■ **Required work**: Please set down the line that contains "Give me a JSON" and every line below it through the last, exactly as written, with no other lines.

■ **Material for this task**:
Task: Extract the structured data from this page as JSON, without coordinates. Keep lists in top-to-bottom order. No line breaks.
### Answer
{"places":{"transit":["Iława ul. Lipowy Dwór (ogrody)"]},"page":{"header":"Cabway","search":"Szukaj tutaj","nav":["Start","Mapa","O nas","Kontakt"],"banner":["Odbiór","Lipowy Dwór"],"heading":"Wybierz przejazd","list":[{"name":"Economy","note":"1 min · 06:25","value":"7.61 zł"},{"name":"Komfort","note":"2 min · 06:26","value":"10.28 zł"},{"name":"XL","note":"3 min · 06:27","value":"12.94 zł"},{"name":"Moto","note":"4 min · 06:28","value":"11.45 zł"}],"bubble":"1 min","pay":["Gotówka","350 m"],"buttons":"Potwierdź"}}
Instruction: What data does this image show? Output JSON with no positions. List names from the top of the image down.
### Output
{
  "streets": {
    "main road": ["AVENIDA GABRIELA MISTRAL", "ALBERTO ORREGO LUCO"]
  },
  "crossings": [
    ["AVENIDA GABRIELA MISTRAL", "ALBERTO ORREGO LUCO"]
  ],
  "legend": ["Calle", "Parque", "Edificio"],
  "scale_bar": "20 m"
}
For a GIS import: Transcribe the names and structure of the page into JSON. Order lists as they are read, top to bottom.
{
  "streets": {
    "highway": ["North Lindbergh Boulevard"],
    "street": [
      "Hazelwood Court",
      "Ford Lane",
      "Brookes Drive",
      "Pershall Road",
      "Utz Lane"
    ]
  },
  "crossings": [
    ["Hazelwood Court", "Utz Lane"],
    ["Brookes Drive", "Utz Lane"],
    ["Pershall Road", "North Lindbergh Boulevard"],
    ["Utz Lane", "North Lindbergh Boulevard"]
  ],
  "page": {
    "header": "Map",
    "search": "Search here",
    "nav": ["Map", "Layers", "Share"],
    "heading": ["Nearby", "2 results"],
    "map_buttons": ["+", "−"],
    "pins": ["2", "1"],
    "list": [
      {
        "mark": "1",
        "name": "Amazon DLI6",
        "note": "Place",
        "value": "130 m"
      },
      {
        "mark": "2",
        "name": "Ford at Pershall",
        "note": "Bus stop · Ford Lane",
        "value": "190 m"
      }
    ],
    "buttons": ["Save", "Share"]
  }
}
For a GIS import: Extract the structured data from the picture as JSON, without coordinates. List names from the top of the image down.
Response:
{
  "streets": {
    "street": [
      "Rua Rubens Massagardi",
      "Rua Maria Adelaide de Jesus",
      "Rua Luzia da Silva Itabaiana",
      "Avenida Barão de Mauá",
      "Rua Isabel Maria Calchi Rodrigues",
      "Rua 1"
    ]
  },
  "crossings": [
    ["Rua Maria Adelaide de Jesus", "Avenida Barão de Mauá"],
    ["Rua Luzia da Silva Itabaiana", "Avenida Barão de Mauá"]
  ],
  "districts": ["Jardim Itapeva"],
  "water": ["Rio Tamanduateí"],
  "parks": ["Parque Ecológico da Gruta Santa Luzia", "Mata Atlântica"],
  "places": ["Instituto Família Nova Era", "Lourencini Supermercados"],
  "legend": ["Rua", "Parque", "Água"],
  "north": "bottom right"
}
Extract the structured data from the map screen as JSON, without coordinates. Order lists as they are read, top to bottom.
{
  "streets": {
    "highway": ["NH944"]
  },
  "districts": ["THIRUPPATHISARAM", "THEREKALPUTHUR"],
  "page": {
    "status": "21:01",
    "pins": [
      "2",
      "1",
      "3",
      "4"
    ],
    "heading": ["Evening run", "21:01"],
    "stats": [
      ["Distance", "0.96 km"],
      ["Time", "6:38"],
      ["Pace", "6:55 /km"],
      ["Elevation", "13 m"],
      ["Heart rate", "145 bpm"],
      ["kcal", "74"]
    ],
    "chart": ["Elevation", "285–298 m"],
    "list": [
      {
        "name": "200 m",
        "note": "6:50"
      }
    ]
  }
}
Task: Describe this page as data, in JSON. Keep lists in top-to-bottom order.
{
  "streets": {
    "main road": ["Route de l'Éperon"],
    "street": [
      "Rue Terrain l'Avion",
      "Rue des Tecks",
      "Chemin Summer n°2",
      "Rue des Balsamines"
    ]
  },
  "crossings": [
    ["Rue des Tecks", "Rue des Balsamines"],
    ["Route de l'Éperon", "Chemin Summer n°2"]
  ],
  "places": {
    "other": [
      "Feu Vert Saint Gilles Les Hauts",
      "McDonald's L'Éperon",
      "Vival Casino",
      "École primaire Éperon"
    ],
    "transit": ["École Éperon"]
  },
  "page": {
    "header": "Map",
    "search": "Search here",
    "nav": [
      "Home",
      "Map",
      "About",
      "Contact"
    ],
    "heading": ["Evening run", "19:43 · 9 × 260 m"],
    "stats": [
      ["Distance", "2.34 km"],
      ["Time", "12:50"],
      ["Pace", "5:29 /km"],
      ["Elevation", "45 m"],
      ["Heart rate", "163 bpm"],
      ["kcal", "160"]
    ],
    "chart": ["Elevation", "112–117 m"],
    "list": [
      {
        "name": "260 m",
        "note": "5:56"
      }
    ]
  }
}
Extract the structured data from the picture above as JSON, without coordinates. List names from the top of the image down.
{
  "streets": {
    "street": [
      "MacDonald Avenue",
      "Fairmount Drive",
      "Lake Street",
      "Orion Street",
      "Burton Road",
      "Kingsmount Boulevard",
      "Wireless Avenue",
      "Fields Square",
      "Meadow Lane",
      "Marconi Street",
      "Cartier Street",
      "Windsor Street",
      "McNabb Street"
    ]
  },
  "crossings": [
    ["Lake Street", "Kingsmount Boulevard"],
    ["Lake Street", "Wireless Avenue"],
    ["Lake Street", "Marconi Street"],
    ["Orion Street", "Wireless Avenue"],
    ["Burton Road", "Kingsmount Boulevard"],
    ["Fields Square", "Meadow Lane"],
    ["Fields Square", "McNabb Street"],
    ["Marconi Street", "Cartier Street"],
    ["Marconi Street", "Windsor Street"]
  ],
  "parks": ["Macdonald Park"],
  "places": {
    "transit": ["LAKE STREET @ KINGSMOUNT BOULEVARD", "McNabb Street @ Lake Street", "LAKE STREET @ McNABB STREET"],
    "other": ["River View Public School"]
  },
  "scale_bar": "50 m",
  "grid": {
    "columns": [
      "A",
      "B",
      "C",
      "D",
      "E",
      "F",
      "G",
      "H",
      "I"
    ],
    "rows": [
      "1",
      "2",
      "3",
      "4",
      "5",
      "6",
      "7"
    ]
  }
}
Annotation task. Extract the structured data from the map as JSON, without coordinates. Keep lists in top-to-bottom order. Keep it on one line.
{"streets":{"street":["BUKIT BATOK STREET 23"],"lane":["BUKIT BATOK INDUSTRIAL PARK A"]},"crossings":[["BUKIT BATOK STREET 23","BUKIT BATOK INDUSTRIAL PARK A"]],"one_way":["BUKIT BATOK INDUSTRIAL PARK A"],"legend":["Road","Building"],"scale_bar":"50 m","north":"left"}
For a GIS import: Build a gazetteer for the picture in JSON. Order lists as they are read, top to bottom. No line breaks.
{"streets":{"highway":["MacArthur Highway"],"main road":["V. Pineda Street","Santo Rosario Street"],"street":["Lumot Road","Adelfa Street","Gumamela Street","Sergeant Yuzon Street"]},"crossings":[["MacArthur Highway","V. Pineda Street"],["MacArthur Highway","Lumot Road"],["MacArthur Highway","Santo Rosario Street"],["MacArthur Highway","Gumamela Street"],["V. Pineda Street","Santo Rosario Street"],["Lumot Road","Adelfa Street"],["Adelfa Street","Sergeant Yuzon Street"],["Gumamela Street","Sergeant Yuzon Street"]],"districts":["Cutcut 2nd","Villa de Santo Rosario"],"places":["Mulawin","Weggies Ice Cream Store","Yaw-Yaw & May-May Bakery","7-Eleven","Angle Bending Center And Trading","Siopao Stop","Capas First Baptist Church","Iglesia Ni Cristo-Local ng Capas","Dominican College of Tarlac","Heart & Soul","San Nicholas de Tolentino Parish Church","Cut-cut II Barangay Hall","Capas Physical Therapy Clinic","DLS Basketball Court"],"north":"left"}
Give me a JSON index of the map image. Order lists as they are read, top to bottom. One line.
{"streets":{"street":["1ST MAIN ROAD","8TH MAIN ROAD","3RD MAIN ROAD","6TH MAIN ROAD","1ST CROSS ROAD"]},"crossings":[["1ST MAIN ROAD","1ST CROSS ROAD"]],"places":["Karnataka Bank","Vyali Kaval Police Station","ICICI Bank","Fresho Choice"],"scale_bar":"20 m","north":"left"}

■ **Response**:
Give me a JSON index of the map image. Order lists as they are read, top to bottom. One line.
{"streets":{"street":["1ST MAIN ROAD","8TH MAIN ROAD","3RD MAIN ROAD","6TH MAIN ROAD","1ST CROSS ROAD"]},"crossings":[["1ST MAIN ROAD","1ST CROSS ROAD"]],"places":["Karnataka Bank","Vyali Kaval Police Station","ICICI Bank","Fresho Choice"],"scale_bar":"20 m","north":"left"}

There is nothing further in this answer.